Even a recent Ezra Klein podcast with Robert Wright, a purported left-leaning progressive and author of the newsletter Nonzero, was astonishing for his guest’s myopia. He veered into a explanation of the rebirth of the Cold War. The US wants to take on China? There are things we don’t like about China and we would like to change about its leadership? China commits human rights abuses? And their borders? I am so sorry, but we have no moral ground to defend here. I shook my head and thought, what if China turned the tables, came in one day with troops and said, America, big ni hao. Hey. You need to make some changes. In your leadership. And we don’t like how you run your borders in Texas and Arizona, and keep these kids in detention, and for that matter, we don’t like Guantanamo or your death penalty either. We need you to make some changes, mmmk? And we’ll stay here on your borders and construct garrisons in your towns until things look a little more here like we think they should. Where is this generation’s Jonathan Swift? Can someone write this counterfactual novel for me please? We need to hold a mirror up to this so we can see it and name it for what it is.
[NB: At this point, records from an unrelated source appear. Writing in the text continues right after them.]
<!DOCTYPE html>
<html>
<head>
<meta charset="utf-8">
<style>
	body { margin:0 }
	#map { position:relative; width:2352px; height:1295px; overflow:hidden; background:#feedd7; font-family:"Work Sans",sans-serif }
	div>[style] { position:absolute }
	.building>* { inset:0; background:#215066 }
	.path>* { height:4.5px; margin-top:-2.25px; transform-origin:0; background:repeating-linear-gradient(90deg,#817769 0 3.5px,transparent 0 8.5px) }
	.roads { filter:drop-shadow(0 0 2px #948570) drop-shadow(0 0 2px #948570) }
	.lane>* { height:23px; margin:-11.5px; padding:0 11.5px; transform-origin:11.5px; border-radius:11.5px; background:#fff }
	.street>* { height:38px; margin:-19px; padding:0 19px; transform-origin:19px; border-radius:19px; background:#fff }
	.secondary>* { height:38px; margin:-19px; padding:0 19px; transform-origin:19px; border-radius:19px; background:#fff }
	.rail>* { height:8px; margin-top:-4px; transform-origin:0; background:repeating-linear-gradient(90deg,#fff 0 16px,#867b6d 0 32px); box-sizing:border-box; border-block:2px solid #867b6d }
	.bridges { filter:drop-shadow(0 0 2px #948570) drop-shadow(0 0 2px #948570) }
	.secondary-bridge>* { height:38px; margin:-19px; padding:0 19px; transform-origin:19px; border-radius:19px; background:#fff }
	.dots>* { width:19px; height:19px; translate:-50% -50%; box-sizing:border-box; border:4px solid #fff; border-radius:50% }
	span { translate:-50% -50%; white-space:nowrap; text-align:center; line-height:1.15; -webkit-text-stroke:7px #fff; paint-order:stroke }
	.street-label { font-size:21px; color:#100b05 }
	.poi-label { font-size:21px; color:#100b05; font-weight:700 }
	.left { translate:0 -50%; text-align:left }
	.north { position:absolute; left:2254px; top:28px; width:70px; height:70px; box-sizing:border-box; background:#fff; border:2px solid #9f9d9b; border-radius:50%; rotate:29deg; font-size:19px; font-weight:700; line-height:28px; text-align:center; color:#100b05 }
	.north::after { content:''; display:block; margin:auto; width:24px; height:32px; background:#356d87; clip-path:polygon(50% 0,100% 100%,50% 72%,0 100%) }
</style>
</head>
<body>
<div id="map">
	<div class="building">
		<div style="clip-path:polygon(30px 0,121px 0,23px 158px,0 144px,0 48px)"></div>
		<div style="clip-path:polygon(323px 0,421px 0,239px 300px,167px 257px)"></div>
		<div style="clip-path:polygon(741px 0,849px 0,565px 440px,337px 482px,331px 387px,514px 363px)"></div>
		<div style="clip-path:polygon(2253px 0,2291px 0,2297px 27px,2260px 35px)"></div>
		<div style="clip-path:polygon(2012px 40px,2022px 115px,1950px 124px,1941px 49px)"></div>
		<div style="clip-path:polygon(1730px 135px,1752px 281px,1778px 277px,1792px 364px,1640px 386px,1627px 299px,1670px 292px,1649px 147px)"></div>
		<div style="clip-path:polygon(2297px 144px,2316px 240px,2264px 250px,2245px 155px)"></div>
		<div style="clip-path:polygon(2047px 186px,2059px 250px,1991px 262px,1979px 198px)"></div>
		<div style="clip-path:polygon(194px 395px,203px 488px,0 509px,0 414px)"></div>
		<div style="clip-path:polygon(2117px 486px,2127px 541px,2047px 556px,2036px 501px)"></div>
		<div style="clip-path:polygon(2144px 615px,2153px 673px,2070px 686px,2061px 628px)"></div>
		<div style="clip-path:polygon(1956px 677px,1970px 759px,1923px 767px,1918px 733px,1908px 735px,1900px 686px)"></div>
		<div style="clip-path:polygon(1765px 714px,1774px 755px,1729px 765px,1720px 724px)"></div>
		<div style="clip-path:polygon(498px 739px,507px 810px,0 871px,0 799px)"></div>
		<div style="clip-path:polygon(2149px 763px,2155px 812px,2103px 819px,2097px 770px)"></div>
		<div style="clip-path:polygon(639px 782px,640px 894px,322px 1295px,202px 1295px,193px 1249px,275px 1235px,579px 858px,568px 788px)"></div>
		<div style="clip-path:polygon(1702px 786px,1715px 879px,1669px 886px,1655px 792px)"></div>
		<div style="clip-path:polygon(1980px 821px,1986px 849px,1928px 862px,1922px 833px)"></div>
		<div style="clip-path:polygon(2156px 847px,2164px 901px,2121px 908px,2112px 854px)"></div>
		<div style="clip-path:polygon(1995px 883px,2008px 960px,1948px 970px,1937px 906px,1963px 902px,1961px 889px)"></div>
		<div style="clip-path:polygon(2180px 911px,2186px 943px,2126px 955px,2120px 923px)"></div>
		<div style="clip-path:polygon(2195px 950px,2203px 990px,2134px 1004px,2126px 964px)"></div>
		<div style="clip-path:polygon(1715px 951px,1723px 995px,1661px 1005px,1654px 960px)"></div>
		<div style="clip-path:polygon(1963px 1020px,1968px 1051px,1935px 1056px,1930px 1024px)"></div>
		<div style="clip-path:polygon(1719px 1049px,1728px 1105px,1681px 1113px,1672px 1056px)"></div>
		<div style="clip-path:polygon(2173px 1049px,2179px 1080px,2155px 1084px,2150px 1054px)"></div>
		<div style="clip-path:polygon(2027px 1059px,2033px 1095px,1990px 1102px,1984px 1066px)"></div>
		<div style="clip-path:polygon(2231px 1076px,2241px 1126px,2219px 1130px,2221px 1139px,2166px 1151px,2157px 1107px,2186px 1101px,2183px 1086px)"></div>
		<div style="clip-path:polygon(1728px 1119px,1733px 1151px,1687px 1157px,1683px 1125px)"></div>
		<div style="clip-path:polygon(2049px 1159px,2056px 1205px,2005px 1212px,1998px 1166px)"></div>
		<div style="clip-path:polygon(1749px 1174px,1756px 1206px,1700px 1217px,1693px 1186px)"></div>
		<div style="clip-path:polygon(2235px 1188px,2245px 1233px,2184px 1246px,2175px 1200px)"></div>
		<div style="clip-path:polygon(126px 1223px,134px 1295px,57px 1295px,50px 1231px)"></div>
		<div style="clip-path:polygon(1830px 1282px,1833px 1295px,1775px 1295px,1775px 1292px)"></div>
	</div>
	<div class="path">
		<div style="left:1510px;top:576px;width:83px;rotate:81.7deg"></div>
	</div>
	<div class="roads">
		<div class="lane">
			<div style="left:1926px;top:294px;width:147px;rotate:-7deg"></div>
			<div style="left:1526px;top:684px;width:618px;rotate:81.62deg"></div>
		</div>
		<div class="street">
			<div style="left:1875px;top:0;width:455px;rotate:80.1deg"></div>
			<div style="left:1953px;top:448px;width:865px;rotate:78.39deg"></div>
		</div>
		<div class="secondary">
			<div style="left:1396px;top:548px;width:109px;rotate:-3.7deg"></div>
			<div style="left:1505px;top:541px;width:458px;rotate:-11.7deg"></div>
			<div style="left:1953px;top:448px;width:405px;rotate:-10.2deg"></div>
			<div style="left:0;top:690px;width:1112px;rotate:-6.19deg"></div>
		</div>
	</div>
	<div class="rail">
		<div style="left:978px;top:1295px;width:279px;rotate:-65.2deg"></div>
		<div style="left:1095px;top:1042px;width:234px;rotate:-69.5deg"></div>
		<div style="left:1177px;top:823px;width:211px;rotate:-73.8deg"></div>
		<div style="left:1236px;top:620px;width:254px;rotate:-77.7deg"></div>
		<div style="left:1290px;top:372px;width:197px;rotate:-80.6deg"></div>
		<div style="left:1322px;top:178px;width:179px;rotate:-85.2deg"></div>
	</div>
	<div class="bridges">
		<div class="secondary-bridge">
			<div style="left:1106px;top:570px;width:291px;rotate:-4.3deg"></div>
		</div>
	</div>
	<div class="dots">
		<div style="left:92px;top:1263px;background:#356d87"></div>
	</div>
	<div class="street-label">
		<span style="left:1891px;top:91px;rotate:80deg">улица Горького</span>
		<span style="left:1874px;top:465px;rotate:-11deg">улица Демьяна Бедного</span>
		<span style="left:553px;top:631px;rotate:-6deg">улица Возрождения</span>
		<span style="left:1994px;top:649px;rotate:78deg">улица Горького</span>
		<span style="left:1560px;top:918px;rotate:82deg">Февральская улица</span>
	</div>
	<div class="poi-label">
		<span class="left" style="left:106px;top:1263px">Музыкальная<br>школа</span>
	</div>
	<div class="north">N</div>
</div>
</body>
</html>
So, America. Forget the foreign wars, the squirrel that distracts, the sock puppet held up to make you smile, your eyes focused beyond the frame. Fold up the operations and go home, America. The world does not need your help – unless they ask for it – and almost always, interventions just exacerbate the existing issues and we leave a greater mess then first we found. Look at Afghanistan. Libya. Tunisia. Iraq. Others. Many others. I’m no isolationist. Very much not. As a global citizen, I am all for respectful, meaningful global engagement. But the US has got to get off the Helpful Train when it is not at all helpful, not to ourselves, not to others. And perhaps most importantly, we need to stop telling ourselves we’re helpful. To ourselves and others. Find what’s really helpful and maybe start there first. I’d like to see us start with a basic social infrastructure that supports civil society in the US.

I now relieved that I did not join the US Foreign Service. I would be so out of a job for having, much less publishing, these opinions. I would like to thank the diplomatic service for twice telling me, eight years apart and in identical anonymous conference rooms, that they declined my earnest offer to work for them.